[Jess by H. Rider Haggard]@TWC D-Link book
Jess

CHAPTER XVI
11/18

He turned and said something to his companions and to the Zulu Mouti, who went on with the cart, then he came towards her smiling and with outstretched hand.
"How do you do, Jess ?" he said.

"So I have found you all right ?" She took his hand and answered, almost angrily, "Why have you come?
Why did you leave Bessie and my uncle ?" "I came because I was sent, also because I wished it.

I wanted to bring you back home before Pretoria was besieged." "You must have been mad! How could you expect to get back?
We shall both be shut up here together now." "So it appears.

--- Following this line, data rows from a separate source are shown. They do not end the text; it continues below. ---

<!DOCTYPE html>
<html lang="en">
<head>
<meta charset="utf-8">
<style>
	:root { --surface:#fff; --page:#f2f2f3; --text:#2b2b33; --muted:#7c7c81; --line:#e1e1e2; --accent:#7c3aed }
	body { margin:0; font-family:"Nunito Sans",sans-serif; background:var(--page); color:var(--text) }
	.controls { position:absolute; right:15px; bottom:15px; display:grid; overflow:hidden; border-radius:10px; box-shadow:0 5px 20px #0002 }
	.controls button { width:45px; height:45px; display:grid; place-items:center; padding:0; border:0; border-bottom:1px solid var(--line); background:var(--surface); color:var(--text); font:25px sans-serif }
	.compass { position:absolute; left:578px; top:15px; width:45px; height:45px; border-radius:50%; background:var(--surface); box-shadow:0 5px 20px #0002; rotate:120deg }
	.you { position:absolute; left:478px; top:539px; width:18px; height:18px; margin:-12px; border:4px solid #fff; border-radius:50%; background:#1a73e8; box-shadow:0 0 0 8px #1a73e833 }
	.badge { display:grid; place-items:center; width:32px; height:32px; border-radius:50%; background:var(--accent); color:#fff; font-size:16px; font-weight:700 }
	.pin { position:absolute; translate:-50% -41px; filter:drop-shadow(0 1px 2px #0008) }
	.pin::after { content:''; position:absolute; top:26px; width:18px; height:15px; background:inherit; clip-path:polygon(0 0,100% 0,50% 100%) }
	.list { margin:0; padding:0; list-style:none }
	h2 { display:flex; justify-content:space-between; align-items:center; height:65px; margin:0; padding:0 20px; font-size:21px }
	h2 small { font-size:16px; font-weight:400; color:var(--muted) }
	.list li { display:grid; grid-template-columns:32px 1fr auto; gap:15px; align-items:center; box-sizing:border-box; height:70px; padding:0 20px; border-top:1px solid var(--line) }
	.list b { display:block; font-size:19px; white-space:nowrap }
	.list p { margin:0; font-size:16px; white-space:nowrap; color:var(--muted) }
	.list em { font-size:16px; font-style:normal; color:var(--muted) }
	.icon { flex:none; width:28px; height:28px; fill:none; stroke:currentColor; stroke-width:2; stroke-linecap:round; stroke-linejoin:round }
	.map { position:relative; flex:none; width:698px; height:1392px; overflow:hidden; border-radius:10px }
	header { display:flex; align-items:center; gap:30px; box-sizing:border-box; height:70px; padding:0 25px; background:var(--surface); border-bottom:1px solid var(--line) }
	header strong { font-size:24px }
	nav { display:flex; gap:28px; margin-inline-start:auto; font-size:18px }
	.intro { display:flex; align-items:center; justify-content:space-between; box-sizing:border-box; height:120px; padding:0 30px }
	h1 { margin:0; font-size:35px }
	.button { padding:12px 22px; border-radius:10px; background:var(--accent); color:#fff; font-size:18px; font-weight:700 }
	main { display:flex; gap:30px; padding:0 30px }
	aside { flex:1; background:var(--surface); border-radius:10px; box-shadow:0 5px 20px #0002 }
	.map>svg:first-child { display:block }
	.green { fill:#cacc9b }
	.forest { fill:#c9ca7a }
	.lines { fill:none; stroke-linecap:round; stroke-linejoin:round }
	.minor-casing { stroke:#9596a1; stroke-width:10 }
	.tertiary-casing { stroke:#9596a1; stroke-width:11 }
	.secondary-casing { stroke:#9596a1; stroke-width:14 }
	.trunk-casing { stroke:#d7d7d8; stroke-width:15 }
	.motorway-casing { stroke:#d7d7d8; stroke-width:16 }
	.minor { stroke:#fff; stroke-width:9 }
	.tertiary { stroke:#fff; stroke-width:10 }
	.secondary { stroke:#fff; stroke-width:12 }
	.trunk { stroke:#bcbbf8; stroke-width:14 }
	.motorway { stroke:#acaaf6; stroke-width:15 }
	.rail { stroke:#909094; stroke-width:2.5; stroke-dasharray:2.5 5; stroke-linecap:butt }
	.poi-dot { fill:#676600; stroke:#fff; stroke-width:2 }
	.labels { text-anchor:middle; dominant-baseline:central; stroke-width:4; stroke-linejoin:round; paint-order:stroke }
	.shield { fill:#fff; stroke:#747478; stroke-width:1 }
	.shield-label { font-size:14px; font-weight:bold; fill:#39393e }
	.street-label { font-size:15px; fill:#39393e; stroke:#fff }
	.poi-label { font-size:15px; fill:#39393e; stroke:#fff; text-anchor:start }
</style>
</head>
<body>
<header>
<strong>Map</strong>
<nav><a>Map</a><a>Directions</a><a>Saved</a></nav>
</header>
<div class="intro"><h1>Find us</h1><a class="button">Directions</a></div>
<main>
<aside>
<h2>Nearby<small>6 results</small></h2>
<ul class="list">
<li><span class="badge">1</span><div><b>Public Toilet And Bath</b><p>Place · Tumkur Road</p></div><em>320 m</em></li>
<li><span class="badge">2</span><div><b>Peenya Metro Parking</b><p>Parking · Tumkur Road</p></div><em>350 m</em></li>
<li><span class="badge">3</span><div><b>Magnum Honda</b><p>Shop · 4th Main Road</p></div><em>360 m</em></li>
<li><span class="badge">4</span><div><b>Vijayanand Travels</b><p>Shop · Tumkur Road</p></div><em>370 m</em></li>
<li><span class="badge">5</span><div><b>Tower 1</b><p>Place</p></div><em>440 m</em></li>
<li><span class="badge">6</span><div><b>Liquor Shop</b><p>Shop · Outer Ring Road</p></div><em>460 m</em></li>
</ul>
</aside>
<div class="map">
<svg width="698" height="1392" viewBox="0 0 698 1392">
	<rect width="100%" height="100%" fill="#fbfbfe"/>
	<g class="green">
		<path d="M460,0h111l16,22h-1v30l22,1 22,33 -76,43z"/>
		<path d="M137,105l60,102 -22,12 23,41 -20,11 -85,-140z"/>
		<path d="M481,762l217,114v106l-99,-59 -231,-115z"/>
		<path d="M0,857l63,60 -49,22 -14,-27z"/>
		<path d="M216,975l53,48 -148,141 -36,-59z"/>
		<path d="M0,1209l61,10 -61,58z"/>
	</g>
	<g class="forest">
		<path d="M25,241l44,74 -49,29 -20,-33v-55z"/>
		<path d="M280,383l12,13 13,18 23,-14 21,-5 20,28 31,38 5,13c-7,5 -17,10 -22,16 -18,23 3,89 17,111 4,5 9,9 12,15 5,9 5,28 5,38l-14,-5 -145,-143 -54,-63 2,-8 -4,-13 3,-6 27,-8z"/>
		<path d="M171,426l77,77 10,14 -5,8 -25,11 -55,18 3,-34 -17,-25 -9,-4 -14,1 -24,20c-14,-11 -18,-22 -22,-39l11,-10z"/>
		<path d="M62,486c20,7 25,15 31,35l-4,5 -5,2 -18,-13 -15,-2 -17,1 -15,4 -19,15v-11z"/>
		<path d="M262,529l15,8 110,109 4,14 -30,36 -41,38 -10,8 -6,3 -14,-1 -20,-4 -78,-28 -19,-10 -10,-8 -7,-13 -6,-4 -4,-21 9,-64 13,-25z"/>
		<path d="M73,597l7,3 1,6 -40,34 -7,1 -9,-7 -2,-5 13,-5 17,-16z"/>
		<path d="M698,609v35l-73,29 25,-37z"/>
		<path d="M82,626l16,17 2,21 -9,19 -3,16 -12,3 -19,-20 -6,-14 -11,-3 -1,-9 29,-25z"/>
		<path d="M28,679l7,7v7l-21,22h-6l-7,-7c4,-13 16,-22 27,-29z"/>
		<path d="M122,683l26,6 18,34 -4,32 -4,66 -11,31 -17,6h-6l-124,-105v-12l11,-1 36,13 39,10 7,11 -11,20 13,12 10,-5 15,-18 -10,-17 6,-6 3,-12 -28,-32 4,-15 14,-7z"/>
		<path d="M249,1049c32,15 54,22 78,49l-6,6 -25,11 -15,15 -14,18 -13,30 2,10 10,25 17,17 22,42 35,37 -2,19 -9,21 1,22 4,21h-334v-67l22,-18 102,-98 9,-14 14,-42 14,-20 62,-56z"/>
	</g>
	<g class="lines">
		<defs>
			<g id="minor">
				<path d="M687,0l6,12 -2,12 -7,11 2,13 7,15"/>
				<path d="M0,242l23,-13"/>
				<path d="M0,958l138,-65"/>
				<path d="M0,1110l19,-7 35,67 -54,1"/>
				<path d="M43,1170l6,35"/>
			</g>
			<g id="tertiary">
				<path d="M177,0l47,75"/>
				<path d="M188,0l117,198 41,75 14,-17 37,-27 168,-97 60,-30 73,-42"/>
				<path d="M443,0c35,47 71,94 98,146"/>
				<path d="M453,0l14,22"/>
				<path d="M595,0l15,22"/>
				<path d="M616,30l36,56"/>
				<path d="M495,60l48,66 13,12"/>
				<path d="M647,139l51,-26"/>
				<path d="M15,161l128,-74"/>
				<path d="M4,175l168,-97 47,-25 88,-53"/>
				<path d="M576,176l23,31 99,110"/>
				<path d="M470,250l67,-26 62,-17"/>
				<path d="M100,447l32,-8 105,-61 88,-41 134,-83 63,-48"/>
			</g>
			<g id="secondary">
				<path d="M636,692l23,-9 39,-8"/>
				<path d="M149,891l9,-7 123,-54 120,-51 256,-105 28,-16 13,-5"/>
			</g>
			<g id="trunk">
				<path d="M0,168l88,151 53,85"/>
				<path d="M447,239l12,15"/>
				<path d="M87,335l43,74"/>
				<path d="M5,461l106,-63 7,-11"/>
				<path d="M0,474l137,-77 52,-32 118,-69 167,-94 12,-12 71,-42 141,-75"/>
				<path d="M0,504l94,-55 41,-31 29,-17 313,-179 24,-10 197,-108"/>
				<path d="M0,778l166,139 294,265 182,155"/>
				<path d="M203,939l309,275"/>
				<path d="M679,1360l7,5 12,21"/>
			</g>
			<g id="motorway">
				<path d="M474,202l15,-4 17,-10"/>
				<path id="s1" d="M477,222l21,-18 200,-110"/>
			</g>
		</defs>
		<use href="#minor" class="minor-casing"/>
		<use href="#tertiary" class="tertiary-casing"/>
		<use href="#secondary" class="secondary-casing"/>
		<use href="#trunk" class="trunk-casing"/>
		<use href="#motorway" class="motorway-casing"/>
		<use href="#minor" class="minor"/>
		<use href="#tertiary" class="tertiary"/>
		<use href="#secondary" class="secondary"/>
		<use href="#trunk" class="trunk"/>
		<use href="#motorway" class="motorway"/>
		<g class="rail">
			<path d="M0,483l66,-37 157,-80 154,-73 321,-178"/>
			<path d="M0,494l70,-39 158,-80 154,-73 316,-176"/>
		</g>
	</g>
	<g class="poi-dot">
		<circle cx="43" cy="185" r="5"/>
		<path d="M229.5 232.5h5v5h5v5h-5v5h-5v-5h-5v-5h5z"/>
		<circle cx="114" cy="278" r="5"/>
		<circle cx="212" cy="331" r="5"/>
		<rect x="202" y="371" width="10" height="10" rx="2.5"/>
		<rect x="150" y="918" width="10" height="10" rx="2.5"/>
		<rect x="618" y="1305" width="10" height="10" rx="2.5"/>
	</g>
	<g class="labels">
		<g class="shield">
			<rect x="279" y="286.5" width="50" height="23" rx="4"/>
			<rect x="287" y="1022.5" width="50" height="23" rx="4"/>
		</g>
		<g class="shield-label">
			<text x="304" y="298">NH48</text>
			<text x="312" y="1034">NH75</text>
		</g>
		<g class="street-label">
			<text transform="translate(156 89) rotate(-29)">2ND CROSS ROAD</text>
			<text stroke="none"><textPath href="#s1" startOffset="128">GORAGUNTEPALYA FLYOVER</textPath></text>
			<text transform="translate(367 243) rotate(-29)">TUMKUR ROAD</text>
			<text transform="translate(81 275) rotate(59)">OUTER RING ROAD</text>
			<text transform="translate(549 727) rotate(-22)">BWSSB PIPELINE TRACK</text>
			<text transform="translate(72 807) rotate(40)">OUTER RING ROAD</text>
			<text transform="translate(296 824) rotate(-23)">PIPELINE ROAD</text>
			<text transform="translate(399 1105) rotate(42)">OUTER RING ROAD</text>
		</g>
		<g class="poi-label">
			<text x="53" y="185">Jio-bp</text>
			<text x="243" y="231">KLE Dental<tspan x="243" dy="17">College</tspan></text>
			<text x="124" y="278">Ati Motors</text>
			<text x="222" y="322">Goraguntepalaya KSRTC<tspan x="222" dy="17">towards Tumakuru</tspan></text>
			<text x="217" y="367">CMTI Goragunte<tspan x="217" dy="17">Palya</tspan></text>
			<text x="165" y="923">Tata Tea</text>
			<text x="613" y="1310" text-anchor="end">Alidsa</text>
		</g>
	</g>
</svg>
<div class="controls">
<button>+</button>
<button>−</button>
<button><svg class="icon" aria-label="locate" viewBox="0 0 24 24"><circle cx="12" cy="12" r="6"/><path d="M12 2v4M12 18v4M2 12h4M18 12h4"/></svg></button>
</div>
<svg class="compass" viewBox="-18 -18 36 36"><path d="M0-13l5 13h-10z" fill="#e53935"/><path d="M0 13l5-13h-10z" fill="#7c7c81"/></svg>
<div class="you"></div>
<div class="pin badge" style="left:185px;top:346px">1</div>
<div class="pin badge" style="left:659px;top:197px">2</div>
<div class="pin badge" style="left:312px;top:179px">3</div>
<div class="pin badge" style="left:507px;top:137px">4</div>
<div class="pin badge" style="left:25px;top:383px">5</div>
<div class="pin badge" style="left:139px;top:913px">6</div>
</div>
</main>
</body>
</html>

Well, things might be worse," he added cheerfully.
"I do not think that anything could be worse," she answered with a stamp of her foot, then, quite thrown off her balance, she burst incontinently into a flood of tears.
John Niel was a very simple-minded man, and it never struck him to attribute her grief to any other cause than anxiety at the state of affairs and at her incarceration for an indefinite period in a besieged town that ran the daily risk of being taken _vi et armis_.

Still he was a little hurt at the manner of his reception after his long and most perilous journey, which is not, perhaps, to be wondered at.
"Well, Jess," he said, "I think that you might speak a little more kindly to me, considering--considering all things.